▶ **Stored data entries**
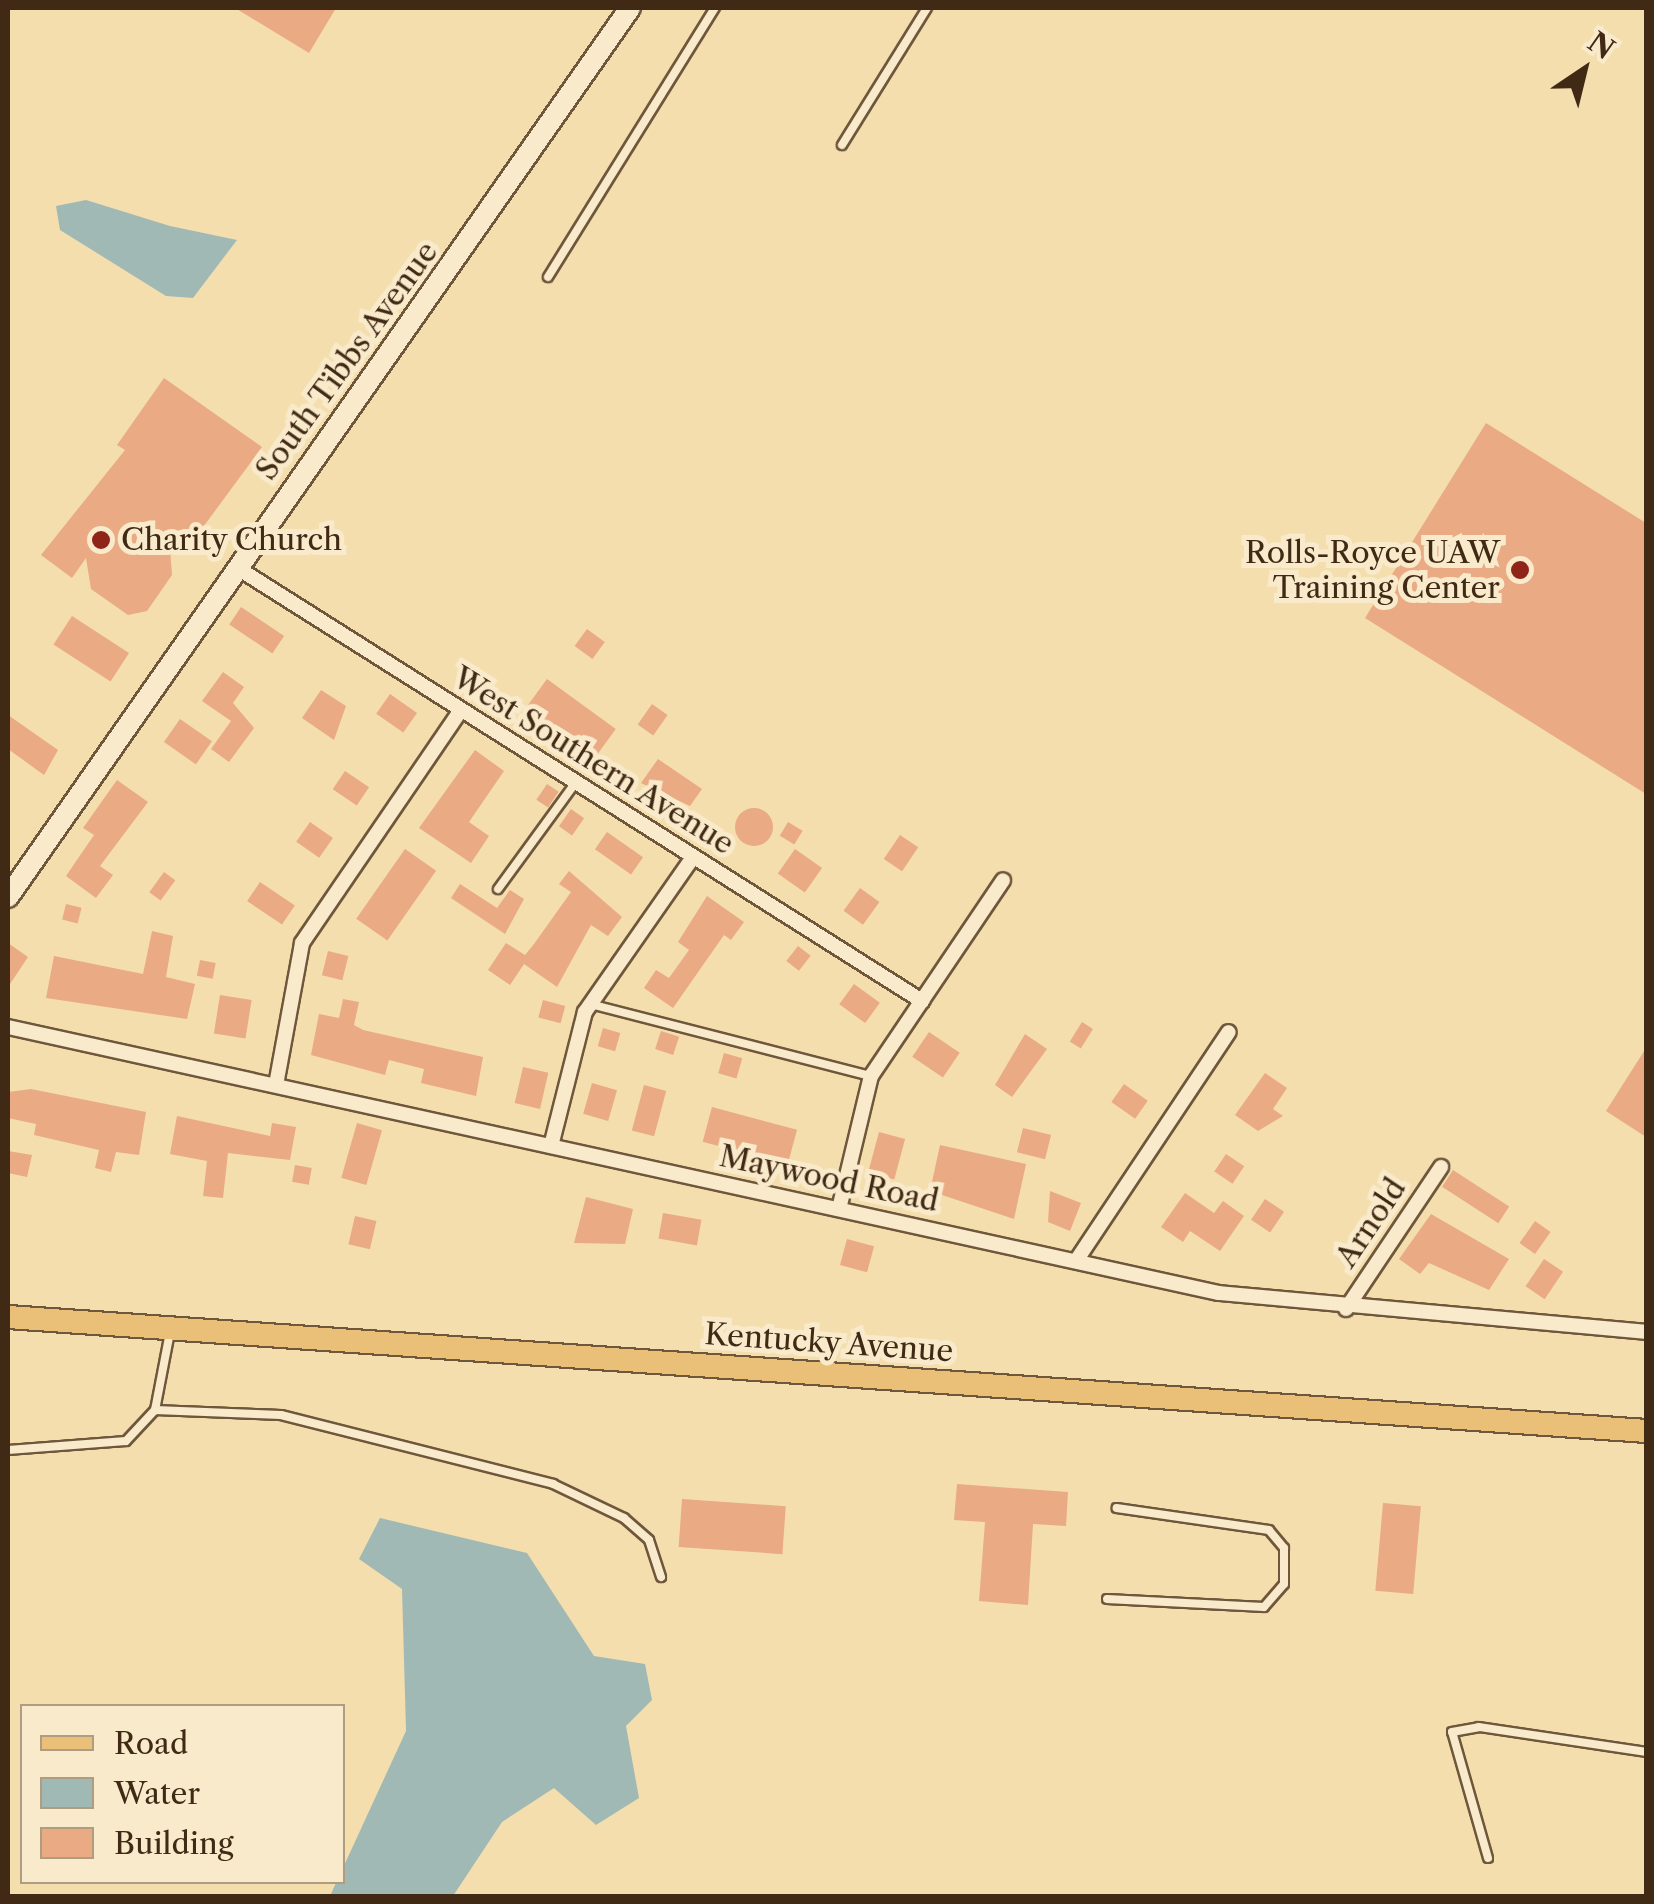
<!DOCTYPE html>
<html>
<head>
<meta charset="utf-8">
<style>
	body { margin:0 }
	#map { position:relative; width:1654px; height:1904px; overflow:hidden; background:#f4deae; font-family:"Libre Caslon Text",serif }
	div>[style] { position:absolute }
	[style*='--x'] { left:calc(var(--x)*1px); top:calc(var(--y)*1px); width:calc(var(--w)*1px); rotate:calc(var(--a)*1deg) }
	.water>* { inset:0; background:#a0b9b5 }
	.building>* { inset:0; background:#e9aa84; transform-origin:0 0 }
	.round { border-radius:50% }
	.roads { filter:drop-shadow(2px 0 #6e573b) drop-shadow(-2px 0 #6e573b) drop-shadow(0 2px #6e573b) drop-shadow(0 -2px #6e573b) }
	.service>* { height:8px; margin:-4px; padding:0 4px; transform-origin:4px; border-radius:4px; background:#f8eaca }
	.minor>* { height:14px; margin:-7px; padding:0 7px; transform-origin:7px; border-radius:7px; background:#f8eaca }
	.secondary>* { height:20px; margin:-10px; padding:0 10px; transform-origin:10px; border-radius:10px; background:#f8eaca }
	.primary>* { height:22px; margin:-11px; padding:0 11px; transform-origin:11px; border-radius:11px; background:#eabf77 }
	.dots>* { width:28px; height:28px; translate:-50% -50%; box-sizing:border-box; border:5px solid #f8eaca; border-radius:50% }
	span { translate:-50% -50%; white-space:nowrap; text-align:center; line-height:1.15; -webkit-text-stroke:10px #f8eaca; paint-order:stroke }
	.street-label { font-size:30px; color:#412a15 }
	.poi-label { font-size:30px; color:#412a15 }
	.left { translate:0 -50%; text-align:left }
	.right { translate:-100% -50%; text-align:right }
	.frame { position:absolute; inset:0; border:10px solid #412a15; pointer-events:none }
	.legend { position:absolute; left:20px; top:1704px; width:325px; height:180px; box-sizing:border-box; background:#f8eaca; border:2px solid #af9d82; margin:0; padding:12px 18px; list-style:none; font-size:30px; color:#412a15 }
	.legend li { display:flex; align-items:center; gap:20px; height:50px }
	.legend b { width:50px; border:2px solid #af9d82 }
	.north { position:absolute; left:1534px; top:20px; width:100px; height:100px; -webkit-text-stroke:8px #f8eaca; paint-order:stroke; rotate:35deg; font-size:28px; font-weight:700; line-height:40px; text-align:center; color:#412a15 }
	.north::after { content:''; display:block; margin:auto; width:35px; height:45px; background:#412a15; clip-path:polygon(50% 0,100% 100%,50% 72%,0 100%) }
</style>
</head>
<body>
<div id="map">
	<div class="water">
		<div style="clip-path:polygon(86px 200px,170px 226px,237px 240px,193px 298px,166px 296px,60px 230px,56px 206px)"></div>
		<div style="clip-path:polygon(380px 1518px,527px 1553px,594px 1656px,645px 1664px,652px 1700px,626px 1726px,639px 1798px,596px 1825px,554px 1788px,502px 1822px,453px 1896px,330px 1896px,406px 1731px,402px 1589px,359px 1559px)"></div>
	</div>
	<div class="building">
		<div style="clip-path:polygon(235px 8px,336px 8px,309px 53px)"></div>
		<div style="clip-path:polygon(164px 378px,262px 447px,187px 549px,169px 535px,172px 575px,147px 611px,128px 615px,91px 589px,86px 558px,72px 578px,41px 555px,125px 450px,117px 445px)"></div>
		<div style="clip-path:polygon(1486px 423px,1646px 523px,1646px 794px,1365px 618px)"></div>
		<div style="left:241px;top:607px;width:52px;height:21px;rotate:34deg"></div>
		<div style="left:72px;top:616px;width:68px;height:34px;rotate:33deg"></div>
		<div style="left:587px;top:629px;width:22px;height:21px;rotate:36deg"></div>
		<div style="clip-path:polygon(223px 672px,244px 687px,233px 703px,254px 728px,229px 762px,211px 749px,231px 721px,202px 701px)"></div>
		<div style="left:547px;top:679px;width:85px;height:44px;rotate:36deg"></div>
		<div style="clip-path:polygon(321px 690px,346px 706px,334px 740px,302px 718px)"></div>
		<div style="left:390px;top:694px;width:33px;height:24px;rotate:35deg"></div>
		<div style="left:652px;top:704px;width:19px;height:25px;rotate:35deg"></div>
		<div style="clip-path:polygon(8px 715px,58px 750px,44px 775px,8px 749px)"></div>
		<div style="left:180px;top:719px;width:39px;height:28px;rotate:35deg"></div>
		<div style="clip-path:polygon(475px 750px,504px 771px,469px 822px,489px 836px,471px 863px,419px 828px)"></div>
		<div style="clip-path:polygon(658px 759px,702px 789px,690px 806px,641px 783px)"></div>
		<div style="left:345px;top:771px;width:29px;height:22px;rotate:34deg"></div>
		<div style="clip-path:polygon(117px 780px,148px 802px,100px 866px,113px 875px,96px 898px,66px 876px,94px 835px,83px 828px)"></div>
		<div style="left:547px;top:784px;width:14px;height:19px;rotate:34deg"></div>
		<div class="round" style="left:735px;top:808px;width:38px;height:38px"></div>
		<div style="left:571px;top:809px;width:16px;height:21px;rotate:35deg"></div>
		<div style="left:310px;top:822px;width:28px;height:24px;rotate:35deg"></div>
		<div style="left:788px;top:822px;width:17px;height:16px;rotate:31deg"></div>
		<div style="left:607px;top:832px;width:44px;height:21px;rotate:35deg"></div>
		<div style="left:900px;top:835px;width:22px;height:29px;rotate:34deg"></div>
		<div style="left:405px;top:849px;width:38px;height:85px;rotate:35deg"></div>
		<div style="left:795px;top:849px;width:33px;height:30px;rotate:35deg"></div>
		<div style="clip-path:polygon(569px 871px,622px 917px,608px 936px,591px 925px,557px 987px,524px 964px,510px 985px,488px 970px,506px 943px,525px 955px,534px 944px,571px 892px,559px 884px)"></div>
		<div style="left:164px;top:872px;width:14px;height:25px;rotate:36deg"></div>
		<div style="left:260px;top:882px;width:42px;height:23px;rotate:34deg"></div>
		<div style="clip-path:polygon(460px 884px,497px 908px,510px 890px,524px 899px,505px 934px,451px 898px)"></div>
		<div style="left:860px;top:888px;width:24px;height:28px;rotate:36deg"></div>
		<div style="clip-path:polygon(707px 896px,744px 922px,731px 940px,724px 935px,673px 1008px,644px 988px,656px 970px,669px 978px,689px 950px,678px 942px)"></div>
		<div style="left:66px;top:904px;width:16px;height:16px;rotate:14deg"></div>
		<div style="clip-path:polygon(152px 931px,173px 936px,166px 977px,195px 984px,187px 1019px,46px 998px,54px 956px,143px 974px)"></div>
		<div style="clip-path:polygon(8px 943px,28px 957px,8px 987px)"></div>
		<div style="left:798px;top:946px;width:16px;height:19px;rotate:38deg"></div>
		<div style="left:328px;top:951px;width:21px;height:25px;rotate:14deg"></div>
		<div style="left:200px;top:960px;width:16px;height:16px;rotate:11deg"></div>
		<div style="left:854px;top:984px;width:32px;height:25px;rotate:36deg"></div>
		<div style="left:220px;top:995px;width:32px;height:39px;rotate:9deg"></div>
		<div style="clip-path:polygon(343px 999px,359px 1002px,354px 1025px,363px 1030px,483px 1057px,476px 1096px,421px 1083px,424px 1069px,389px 1060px,385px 1075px,311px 1055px,319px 1014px,339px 1018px)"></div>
		<div style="left:543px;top:1000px;width:23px;height:18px;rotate:15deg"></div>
		<div style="left:1082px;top:1022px;width:13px;height:23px;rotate:32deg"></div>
		<div style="left:603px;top:1028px;width:18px;height:19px;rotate:16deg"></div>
		<div style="left:661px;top:1031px;width:19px;height:19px;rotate:18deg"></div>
		<div style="left:929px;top:1032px;width:37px;height:30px;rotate:34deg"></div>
		<div style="clip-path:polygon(1025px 1034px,1047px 1049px,1012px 1097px,995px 1085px)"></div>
		<div style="clip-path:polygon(1646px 1048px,1646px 1137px,1606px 1111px)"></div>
		<div style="left:724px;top:1053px;width:19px;height:21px;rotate:16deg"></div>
		<div style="left:523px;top:1067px;width:26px;height:37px;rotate:13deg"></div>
		<div style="clip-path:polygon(1265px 1073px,1287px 1088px,1273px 1109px,1283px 1116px,1258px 1131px,1235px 1115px)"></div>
		<div style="left:592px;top:1083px;width:26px;height:32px;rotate:16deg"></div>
		<div style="left:1124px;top:1084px;width:29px;height:22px;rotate:35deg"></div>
		<div style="left:644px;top:1085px;width:23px;height:47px;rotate:15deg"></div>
		<div style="clip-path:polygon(31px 1089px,146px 1112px,139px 1155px,116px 1152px,111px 1172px,95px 1168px,99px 1150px,34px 1135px,36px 1124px,8px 1118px,8px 1092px)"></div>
		<div style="left:712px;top:1107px;width:88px;height:36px;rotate:15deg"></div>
		<div style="clip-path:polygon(177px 1116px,270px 1136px,272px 1123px,296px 1127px,290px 1160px,228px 1153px,223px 1198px,203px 1196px,207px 1161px,170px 1154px)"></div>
		<div style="left:357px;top:1123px;width:26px;height:57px;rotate:16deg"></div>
		<div style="left:1023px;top:1128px;width:29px;height:25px;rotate:14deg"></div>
		<div style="left:879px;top:1132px;width:27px;height:42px;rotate:15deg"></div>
		<div style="clip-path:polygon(940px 1145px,1026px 1164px,1014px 1219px,930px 1191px)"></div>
		<div style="clip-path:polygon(8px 1151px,32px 1155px,27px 1177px,8px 1173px)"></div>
		<div style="left:1226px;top:1154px;width:22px;height:21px;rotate:34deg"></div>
		<div style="left:295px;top:1165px;width:17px;height:17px;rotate:10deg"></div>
		<div style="left:1453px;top:1170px;width:67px;height:20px;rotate:33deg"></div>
		<div style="clip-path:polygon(1050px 1191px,1081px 1203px,1070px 1231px,1048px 1222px)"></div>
		<div style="clip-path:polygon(1185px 1193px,1214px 1213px,1223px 1201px,1244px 1216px,1220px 1251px,1190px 1231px,1183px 1242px,1161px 1227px)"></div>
		<div style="clip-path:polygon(586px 1197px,633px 1209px,625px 1244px,574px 1243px)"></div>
		<div style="left:1265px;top:1199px;width:23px;height:25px;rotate:34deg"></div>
		<div style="left:663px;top:1213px;width:39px;height:26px;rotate:10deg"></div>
		<div style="clip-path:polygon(1431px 1214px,1509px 1259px,1489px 1290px,1429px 1263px,1420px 1274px,1399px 1259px)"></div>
		<div style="left:355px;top:1216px;width:22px;height:29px;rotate:13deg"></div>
		<div style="left:1535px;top:1221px;width:19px;height:27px;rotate:35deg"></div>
		<div style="left:847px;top:1239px;width:28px;height:27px;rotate:15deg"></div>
		<div style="left:1544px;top:1259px;width:23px;height:33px;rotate:34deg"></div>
		<div style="clip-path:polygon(957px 1484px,1068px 1492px,1066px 1526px,1033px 1524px,1028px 1605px,979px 1601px,985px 1522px,954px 1520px)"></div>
		<div style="left:682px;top:1499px;width:104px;height:48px;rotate:4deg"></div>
		<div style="left:1383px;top:1503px;width:38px;height:88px;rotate:5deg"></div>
	</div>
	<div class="roads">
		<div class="service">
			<div style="--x:842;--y:145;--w:161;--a:-58.2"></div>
			<div style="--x:548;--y:277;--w:317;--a:-58.2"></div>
			<div style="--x:498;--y:889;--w:132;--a:-53.9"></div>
			<div style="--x:590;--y:1004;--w:290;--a:14.4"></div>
			<div style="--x:155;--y:1410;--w:126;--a:2.3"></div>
			<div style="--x:281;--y:1415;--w:281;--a:14.2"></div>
			<div style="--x:553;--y:1484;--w:79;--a:25.6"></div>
			<div style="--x:624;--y:1518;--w:33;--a:41"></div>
			<div style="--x:649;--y:1540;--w:39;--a:72"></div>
			<div style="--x:8;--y:1450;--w:118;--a:-4.4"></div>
			<div style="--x:126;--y:1441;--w:42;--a:-46.9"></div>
			<div style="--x:155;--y:1410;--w:79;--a:-79.1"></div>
			<div style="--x:1107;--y:1599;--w:157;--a:2.9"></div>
			<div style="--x:1264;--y:1607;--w:30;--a:-49"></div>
			<div style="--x:1284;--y:1584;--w:36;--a:-90"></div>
			<div style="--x:1284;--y:1548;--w:23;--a:-130"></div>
			<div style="--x:1269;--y:1530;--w:154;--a:-171.8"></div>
			<div style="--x:1488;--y:1858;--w:131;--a:-105.9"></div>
			<div style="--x:1452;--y:1732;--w:27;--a:-10"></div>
			<div style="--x:1479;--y:1727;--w:169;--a:8.5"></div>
		</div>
		<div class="minor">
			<div style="--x:236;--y:567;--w:812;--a:32.32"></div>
			<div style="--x:8;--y:1027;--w:1240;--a:12.39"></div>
			<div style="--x:1219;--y:1293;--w:429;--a:5.2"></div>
			<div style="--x:276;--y:1085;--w:144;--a:-79.6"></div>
			<div style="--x:302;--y:943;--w:282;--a:-55.7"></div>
			<div style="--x:551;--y:1146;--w:138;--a:-75.8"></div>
			<div style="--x:585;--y:1012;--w:189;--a:-55.1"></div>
			<div style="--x:839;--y:1209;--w:137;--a:-76.5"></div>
			<div style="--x:871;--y:1076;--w:236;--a:-56"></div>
			<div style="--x:1076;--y:1261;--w:275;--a:-56.3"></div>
			<div style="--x:1346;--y:1309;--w:171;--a:-56.2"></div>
		</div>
		<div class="secondary">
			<div style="--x:8;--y:897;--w:1085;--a:-55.02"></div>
		</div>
		<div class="primary">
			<div style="--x:8;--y:1317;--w:1642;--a:3.98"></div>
		</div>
	</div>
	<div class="dots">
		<div style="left:101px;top:540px;background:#8f2418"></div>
		<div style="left:1520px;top:570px;background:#8f2418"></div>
	</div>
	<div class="street-label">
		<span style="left:347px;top:361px;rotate:-54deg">South Tibbs Avenue</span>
		<span style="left:593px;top:761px;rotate:32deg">West Southern Avenue</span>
		<span style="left:829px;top:1179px;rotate:12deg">Maywood Road</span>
		<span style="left:1371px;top:1223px;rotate:-56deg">Arnold</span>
		<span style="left:829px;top:1343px;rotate:4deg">Kentucky Avenue</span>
	</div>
	<div class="poi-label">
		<span class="left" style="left:121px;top:540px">Charity Church</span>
		<span class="right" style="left:1500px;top:570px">Rolls-Royce UAW<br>Training Center</span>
	</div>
	<div class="frame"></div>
	<ul class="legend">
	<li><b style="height:12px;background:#eabf77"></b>Road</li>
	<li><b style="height:28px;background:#a0b9b5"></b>Water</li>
	<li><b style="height:28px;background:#e9aa84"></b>Building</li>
	</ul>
	<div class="north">N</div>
</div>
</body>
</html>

▶ **What is needed**
Wherever a line above contains "service", copy that line.

▶ **Problem solution**
	.service>* { height:8px; margin:-4px; padding:0 4px; transform-origin:4px; border-radius:4px; background:#f8eaca }
		<div class="service">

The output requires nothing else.